Another use case is splitting a document into several sub-documents based on
the content of each record.
More interestingly, consider a P2P XML content messaging router, network
transducer, transcoder, proxy or message queue that continuously
filters, transforms, routes and dispatches messages from infinitely long
streams, with the behaviour defined by deeply inspecting rules (i.e. queries)
based on content, network parameters or other metadata.
This class provides a convenient solution for such common use cases operating
on very large or infinitely long XML input. The solution uses a strongly
simplified location path language (which is modelled after XPath but not
XPath compliant), in combination with a
nu.xom.NodeFactory and
an optional
XQuery. The solution is not necessarily faster than
building the full document tree, but it consumes much less main memory.
Here is how it works
You specify a simple "location path" such as
/books/book
or
/weblogs/_2004/_05/entry
. The path may contain wildcards and
indicates which elements should be retained. All elements not matching the
path will be thrown away during parsing. Each retained element is fully
build (including its ancestors and descendants) and then made available to
the application via a callback to an application-provided
StreamingTransform object.
The StreamingTransform
can operate on the fully build element (subtree)
in arbitrary ways. For example, it can simply print the element to screen or
disk and then forget about it. Or it can add the element (subtree) to the
document currently build by the
nu.xom.Builder. In addition, a
transform can check conditions such as has book more than three authors?
A transform can also replace the element with a different element or a
list of arbitrary generated nodes. For example, if a book has more than three
authors, just the book title with a authorCount
attribute
can be added to the document, instead of the entire book element subtree.
Typically, simple StreamingTransforms
are formulated in custom
Java code, whereas complex ones are formulated as an
XQuery.
Streaming Location Path Syntax
locationPath := {'/'step}...
step := [prefix':']localName
prefix := '*' | '' | XMLNamespacePrefix
localName := '*' | XMLLocalName
A location path consists of zero or more location steps separated by "/".
A step consists of an optional XML namespace prefix followed by a local name.
The wildcard symbol '*' means:
Match anything.
An empty prefix ('') means:
Match if in no namespace (i.e. null namespace).
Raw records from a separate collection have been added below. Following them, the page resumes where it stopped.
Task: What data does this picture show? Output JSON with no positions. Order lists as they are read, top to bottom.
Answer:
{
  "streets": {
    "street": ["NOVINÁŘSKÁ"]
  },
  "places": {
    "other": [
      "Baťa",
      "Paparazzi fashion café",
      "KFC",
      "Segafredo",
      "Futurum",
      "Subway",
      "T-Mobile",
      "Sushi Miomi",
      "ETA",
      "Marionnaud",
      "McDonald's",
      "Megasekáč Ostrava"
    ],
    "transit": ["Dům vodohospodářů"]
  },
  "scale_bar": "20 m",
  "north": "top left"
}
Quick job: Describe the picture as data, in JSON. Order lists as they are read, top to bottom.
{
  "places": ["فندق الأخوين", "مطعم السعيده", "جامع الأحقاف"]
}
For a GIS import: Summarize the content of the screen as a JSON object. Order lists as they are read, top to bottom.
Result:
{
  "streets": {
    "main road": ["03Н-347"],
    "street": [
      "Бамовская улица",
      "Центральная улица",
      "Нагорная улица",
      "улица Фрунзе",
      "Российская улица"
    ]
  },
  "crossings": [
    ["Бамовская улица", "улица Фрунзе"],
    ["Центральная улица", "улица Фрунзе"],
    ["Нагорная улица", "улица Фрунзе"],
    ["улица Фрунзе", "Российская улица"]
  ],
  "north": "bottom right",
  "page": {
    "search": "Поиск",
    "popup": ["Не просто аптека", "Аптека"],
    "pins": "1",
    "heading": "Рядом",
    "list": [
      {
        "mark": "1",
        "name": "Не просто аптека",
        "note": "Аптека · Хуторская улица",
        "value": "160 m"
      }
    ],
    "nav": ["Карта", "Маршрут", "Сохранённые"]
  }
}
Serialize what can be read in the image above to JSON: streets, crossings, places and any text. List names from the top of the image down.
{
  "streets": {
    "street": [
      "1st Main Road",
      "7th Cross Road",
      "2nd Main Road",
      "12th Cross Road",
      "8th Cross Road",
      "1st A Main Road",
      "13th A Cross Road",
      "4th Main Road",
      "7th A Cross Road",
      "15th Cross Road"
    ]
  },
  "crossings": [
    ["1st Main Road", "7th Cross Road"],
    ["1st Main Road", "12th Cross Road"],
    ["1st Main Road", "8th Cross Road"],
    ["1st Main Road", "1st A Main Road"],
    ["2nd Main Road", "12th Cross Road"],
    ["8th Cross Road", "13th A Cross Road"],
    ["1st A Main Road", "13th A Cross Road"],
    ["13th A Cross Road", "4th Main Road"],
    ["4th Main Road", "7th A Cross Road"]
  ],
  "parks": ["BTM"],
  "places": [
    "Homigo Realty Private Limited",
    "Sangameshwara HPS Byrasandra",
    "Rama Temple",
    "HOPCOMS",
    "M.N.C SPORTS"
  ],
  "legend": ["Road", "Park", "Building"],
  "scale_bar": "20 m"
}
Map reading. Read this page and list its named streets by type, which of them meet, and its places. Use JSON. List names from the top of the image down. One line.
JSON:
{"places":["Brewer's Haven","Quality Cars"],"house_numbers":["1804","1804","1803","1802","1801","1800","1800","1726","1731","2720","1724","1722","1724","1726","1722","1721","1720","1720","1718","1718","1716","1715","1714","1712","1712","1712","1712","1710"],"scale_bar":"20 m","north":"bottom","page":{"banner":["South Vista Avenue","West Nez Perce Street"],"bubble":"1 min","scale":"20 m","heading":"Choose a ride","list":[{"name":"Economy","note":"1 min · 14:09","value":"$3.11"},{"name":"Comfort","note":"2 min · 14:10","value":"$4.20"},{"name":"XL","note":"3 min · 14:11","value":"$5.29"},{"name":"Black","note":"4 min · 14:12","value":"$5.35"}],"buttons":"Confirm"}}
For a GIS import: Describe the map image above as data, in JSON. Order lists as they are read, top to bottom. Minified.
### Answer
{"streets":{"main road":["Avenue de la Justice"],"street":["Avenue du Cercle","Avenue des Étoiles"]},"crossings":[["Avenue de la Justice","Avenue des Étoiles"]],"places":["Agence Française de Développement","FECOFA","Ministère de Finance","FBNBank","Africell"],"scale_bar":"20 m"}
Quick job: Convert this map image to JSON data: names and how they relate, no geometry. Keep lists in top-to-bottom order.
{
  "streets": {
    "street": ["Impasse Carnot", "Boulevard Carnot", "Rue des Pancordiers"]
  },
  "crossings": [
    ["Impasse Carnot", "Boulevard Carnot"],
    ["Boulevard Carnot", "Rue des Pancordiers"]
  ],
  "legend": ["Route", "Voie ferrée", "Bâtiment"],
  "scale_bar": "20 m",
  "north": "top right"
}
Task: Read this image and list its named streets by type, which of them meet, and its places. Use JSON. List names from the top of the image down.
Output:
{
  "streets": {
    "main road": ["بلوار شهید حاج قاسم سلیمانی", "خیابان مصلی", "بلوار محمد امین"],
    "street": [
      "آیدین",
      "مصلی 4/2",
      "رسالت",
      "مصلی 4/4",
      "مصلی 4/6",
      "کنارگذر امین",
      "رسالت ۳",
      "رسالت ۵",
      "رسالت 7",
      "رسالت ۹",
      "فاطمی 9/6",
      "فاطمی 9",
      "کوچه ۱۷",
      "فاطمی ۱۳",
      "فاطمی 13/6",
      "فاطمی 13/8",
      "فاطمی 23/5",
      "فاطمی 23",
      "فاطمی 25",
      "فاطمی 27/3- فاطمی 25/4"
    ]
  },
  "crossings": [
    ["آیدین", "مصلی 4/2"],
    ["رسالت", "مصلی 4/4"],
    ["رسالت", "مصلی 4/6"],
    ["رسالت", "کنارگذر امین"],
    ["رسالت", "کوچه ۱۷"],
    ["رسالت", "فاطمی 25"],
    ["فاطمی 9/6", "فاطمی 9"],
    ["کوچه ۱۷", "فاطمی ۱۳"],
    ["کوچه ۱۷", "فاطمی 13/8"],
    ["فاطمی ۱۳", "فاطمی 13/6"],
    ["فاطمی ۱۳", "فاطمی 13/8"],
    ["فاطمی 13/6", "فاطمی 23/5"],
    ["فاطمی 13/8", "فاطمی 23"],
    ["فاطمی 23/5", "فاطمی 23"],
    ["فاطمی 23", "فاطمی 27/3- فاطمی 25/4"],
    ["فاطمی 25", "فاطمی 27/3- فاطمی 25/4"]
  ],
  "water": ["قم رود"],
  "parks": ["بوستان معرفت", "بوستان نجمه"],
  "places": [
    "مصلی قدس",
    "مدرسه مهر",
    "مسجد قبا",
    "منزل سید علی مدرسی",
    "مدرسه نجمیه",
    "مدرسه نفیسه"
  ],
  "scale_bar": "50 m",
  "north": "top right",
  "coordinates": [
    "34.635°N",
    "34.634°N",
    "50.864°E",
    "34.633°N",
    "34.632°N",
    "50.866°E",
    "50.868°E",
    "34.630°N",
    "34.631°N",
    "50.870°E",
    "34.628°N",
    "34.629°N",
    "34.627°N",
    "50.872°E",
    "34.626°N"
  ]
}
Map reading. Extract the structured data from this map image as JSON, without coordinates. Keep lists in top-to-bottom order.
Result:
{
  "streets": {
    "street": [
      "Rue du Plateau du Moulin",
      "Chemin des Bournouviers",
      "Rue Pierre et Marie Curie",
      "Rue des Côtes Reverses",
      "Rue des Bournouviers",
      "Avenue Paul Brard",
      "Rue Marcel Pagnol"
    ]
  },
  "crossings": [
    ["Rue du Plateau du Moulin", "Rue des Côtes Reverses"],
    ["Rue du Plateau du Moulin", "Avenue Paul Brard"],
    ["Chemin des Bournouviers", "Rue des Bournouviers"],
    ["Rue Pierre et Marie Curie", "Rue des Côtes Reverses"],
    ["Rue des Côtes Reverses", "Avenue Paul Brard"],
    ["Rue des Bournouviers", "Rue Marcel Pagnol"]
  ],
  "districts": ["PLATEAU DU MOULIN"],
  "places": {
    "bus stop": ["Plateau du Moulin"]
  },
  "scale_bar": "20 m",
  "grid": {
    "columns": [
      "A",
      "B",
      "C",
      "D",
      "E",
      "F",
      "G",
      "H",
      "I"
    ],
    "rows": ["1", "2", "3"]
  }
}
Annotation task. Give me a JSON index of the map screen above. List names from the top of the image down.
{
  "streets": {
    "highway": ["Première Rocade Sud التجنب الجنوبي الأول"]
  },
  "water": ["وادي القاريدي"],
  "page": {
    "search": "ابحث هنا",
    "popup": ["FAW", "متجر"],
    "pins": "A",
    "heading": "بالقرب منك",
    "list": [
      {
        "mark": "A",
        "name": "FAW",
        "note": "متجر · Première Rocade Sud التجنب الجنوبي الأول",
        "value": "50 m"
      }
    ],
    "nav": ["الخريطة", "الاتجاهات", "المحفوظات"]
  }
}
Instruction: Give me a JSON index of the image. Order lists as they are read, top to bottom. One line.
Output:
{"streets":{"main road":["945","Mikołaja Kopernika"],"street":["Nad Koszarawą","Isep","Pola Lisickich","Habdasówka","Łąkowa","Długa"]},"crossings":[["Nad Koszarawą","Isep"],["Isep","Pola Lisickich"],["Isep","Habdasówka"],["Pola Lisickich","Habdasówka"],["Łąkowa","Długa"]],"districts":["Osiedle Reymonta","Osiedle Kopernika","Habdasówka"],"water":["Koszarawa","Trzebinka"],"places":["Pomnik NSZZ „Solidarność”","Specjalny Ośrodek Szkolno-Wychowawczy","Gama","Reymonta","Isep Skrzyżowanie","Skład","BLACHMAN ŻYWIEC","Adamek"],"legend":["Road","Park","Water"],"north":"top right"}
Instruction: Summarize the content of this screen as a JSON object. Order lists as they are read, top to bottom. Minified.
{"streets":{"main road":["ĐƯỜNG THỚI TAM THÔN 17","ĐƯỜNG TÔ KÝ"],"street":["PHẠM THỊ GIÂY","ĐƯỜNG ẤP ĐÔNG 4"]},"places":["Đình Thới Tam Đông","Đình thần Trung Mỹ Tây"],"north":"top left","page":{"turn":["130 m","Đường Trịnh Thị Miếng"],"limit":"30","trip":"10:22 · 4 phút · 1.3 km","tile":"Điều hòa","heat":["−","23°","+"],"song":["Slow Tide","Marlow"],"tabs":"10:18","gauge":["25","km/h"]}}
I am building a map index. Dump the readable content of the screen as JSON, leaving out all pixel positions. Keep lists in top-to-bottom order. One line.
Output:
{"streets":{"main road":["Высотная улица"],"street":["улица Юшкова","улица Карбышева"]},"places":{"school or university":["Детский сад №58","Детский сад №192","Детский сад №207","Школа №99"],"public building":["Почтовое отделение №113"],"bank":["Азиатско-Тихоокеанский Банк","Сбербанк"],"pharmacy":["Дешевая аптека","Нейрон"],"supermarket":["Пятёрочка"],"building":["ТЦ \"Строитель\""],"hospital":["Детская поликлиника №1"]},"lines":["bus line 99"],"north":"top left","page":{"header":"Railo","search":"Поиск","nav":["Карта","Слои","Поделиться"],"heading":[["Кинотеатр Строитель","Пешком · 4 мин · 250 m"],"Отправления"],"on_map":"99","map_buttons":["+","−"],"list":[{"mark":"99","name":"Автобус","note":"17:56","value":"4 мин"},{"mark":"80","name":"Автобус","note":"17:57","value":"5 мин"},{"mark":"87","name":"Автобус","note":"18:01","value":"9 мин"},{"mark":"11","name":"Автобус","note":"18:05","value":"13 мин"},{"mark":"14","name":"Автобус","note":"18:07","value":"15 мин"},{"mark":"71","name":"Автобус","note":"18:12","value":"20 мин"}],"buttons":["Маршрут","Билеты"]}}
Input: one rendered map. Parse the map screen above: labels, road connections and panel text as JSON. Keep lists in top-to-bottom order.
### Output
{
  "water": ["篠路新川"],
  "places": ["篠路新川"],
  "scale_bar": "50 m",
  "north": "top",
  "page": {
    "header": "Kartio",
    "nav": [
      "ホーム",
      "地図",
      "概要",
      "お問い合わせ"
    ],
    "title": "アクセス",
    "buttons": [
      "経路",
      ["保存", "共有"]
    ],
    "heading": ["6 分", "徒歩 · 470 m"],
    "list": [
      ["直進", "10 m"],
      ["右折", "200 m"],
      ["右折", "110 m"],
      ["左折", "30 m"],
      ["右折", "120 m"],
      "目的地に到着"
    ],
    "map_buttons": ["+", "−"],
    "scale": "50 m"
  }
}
Example legal location steps are:
book (Match elements named "book" in no namespace)
:book (Match elements named "book" in no namespace)
bib:book (Match elements named "book" in "bib" namespace)
bib:* (Match elements with any name in "bib" namespace)
*:book (Match elements named "book" in any namespace, including no namespace)
*:* (Match elements with any name in any namespace, including no namespace)
:* (Match elements with any name in no namespace)
Obviously, the location path language is quite simplistic, supporting the "child" axis only.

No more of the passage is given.